→ Instructions for the task
Among the entries below, find the lines with the word "nowrap" and return them.

-*-*-

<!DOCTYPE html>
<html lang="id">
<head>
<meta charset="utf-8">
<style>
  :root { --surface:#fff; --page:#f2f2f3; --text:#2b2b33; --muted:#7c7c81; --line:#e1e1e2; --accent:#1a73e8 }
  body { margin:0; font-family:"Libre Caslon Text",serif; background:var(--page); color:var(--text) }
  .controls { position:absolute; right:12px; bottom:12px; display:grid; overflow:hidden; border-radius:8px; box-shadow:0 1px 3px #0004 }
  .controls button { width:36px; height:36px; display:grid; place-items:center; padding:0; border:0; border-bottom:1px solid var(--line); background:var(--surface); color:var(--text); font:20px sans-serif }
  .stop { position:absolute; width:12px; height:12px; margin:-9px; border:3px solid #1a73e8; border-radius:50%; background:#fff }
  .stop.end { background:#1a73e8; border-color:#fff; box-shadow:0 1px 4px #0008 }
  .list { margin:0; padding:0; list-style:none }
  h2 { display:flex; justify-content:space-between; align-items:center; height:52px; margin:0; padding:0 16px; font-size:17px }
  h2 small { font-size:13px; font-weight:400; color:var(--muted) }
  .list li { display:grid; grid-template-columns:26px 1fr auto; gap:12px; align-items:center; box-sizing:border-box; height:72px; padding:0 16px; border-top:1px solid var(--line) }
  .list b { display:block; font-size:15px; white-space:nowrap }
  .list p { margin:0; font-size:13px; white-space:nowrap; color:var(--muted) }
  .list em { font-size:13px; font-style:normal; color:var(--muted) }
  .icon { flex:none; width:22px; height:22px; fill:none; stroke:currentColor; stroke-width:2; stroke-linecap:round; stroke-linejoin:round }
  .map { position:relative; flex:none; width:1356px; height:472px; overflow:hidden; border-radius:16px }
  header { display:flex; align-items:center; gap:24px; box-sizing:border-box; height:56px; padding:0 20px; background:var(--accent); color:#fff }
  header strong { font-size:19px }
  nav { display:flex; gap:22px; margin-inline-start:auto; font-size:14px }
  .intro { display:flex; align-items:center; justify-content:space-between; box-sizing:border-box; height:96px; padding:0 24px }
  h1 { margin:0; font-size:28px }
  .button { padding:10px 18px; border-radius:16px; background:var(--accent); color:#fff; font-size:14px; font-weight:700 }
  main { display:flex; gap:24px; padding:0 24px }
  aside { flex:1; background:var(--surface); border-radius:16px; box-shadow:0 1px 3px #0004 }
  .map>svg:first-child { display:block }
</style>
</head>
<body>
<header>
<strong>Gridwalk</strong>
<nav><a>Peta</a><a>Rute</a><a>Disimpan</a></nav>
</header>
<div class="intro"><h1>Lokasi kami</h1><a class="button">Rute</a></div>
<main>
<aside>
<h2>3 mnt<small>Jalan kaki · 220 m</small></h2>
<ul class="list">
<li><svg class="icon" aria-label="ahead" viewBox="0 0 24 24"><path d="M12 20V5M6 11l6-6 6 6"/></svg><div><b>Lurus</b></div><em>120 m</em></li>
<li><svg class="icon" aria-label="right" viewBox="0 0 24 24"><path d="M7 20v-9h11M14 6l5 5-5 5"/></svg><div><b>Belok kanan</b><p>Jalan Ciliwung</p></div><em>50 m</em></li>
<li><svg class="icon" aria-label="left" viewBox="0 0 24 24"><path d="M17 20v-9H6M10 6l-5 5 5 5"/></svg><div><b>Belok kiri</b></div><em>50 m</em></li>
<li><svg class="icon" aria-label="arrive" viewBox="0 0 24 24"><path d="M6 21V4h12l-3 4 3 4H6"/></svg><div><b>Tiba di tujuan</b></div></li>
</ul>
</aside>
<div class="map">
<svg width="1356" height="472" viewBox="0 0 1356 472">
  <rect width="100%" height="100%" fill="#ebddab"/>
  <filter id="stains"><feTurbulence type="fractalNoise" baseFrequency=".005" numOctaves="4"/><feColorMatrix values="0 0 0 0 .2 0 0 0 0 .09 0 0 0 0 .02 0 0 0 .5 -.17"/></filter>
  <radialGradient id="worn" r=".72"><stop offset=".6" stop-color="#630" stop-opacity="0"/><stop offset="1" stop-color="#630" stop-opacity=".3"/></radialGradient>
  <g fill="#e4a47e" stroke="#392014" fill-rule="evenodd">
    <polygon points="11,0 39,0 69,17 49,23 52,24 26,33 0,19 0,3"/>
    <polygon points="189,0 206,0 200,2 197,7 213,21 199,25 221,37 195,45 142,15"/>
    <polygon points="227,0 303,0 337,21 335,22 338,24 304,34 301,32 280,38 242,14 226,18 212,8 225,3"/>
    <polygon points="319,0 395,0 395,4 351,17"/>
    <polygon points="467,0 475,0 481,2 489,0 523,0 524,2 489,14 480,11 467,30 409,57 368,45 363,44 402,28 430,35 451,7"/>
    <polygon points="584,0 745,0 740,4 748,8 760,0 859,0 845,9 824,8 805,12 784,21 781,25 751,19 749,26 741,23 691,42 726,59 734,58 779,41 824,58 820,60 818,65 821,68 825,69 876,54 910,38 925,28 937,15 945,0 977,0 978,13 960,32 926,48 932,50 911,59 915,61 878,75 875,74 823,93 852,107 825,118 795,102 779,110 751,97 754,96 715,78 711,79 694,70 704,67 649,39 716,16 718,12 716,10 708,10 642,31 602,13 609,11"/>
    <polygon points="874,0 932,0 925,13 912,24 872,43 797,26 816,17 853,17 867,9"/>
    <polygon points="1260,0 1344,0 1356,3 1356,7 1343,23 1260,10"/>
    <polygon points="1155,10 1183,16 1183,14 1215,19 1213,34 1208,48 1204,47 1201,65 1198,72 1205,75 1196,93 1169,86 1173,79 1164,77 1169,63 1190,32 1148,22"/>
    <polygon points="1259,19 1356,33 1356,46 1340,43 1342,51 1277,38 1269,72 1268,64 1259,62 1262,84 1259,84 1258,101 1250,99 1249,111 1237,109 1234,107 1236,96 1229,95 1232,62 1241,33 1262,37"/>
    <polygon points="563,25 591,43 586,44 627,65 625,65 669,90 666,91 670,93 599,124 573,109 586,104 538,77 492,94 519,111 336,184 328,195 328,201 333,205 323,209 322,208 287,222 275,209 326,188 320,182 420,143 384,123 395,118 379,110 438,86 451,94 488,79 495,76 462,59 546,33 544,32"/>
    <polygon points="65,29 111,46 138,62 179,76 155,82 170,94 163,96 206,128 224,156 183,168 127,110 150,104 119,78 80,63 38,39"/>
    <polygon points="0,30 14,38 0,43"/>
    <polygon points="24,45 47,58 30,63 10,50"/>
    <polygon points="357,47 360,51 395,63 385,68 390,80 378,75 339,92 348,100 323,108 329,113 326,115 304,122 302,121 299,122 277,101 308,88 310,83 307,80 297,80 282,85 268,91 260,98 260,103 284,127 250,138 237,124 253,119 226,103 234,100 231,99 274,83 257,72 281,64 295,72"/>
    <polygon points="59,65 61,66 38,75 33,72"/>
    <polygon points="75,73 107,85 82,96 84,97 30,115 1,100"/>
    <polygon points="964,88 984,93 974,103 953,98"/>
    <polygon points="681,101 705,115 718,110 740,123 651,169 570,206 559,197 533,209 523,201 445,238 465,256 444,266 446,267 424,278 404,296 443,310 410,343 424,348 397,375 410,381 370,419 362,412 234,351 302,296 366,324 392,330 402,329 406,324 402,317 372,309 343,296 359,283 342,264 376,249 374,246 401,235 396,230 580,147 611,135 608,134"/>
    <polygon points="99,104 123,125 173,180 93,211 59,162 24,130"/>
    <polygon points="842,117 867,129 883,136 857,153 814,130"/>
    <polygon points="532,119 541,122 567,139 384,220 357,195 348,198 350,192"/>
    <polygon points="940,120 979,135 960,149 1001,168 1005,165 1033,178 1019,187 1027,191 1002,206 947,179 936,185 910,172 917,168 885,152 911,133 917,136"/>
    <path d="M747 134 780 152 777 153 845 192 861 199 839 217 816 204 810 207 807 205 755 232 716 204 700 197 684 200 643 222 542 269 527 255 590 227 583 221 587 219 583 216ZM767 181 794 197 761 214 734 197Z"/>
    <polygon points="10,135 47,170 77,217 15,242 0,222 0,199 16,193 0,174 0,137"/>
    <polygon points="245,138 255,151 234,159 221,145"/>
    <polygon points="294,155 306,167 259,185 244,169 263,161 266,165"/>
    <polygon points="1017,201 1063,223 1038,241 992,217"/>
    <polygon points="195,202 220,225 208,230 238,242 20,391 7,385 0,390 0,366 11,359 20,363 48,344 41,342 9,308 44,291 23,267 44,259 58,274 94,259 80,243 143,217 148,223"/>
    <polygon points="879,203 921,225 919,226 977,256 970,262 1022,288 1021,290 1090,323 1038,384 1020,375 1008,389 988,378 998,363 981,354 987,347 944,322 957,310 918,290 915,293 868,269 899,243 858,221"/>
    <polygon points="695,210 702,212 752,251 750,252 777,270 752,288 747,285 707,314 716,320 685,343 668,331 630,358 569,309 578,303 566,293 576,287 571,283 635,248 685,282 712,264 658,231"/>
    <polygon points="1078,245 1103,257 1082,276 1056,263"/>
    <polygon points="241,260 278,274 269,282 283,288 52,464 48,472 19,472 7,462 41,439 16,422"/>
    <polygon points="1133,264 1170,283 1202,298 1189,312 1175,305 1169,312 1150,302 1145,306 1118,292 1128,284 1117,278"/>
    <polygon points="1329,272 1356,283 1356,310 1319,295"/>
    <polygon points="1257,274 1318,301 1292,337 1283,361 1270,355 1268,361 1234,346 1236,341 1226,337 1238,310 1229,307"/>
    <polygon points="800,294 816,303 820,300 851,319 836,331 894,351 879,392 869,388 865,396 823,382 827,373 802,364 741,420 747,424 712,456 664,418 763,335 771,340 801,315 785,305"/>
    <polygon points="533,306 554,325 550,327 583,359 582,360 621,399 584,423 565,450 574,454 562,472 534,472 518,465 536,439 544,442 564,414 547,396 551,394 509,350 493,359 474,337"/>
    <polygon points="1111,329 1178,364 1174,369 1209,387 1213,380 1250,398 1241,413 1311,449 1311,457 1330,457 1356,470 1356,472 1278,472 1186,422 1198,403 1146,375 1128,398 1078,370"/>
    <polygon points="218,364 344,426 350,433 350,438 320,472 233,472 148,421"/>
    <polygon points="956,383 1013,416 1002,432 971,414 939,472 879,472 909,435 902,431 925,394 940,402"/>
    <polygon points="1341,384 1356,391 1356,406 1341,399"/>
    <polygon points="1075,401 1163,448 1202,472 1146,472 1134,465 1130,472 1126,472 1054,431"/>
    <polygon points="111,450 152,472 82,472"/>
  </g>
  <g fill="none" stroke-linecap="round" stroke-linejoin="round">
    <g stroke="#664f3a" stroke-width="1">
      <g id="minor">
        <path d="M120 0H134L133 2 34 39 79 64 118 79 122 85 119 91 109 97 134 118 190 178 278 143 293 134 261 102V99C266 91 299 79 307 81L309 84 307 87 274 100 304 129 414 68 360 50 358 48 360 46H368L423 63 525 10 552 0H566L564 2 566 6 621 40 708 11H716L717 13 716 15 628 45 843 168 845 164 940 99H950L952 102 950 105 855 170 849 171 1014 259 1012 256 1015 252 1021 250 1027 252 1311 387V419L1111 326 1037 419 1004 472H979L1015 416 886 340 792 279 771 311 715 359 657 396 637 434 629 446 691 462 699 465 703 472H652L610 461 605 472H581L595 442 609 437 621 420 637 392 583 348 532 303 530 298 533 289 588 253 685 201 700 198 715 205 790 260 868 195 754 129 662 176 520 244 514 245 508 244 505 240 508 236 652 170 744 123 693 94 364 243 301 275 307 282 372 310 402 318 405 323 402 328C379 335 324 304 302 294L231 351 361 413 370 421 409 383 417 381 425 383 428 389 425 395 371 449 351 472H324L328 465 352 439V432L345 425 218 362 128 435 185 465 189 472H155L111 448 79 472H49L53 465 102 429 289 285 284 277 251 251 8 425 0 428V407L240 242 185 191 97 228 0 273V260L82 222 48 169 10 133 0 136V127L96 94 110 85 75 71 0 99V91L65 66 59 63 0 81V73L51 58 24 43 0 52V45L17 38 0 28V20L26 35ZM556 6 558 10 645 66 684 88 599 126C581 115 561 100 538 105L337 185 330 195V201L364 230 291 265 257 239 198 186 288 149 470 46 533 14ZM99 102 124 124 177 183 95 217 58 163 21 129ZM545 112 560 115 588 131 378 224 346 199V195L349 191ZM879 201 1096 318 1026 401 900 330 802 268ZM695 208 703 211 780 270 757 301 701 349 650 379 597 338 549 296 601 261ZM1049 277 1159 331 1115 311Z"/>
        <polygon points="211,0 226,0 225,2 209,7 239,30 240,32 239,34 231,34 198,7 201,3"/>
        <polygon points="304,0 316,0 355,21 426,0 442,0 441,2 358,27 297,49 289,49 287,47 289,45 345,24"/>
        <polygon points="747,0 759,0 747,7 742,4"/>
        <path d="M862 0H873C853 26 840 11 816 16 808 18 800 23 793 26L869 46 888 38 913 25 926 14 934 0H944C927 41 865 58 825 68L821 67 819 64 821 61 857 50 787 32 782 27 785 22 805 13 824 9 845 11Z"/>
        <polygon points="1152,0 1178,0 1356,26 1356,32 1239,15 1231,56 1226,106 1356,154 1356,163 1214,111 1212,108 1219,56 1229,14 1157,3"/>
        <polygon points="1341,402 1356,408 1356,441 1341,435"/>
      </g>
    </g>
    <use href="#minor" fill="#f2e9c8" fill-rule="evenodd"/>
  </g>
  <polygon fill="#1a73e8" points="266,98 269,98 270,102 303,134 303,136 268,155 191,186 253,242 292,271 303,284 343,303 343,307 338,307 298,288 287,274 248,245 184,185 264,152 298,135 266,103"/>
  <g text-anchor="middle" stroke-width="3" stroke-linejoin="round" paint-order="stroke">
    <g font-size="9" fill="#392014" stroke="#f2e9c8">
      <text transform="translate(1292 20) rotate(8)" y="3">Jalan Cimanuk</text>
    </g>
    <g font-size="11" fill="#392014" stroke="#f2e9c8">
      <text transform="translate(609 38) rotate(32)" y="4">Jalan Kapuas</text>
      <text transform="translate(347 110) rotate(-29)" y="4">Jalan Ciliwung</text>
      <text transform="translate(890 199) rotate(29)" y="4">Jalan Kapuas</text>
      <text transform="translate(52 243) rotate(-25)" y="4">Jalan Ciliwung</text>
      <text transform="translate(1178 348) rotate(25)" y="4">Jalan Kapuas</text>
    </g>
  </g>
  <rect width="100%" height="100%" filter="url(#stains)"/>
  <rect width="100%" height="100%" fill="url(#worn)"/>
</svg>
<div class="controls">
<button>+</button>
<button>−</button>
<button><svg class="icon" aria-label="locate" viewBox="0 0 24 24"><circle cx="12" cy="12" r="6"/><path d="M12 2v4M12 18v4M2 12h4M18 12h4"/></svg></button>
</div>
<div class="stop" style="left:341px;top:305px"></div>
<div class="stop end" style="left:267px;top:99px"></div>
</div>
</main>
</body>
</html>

-*-*-

→ Result for this task
  .list b { display:block; font-size:15px; white-space:nowrap }
  .list p { margin:0; font-size:13px; white-space:nowrap; color:var(--muted) }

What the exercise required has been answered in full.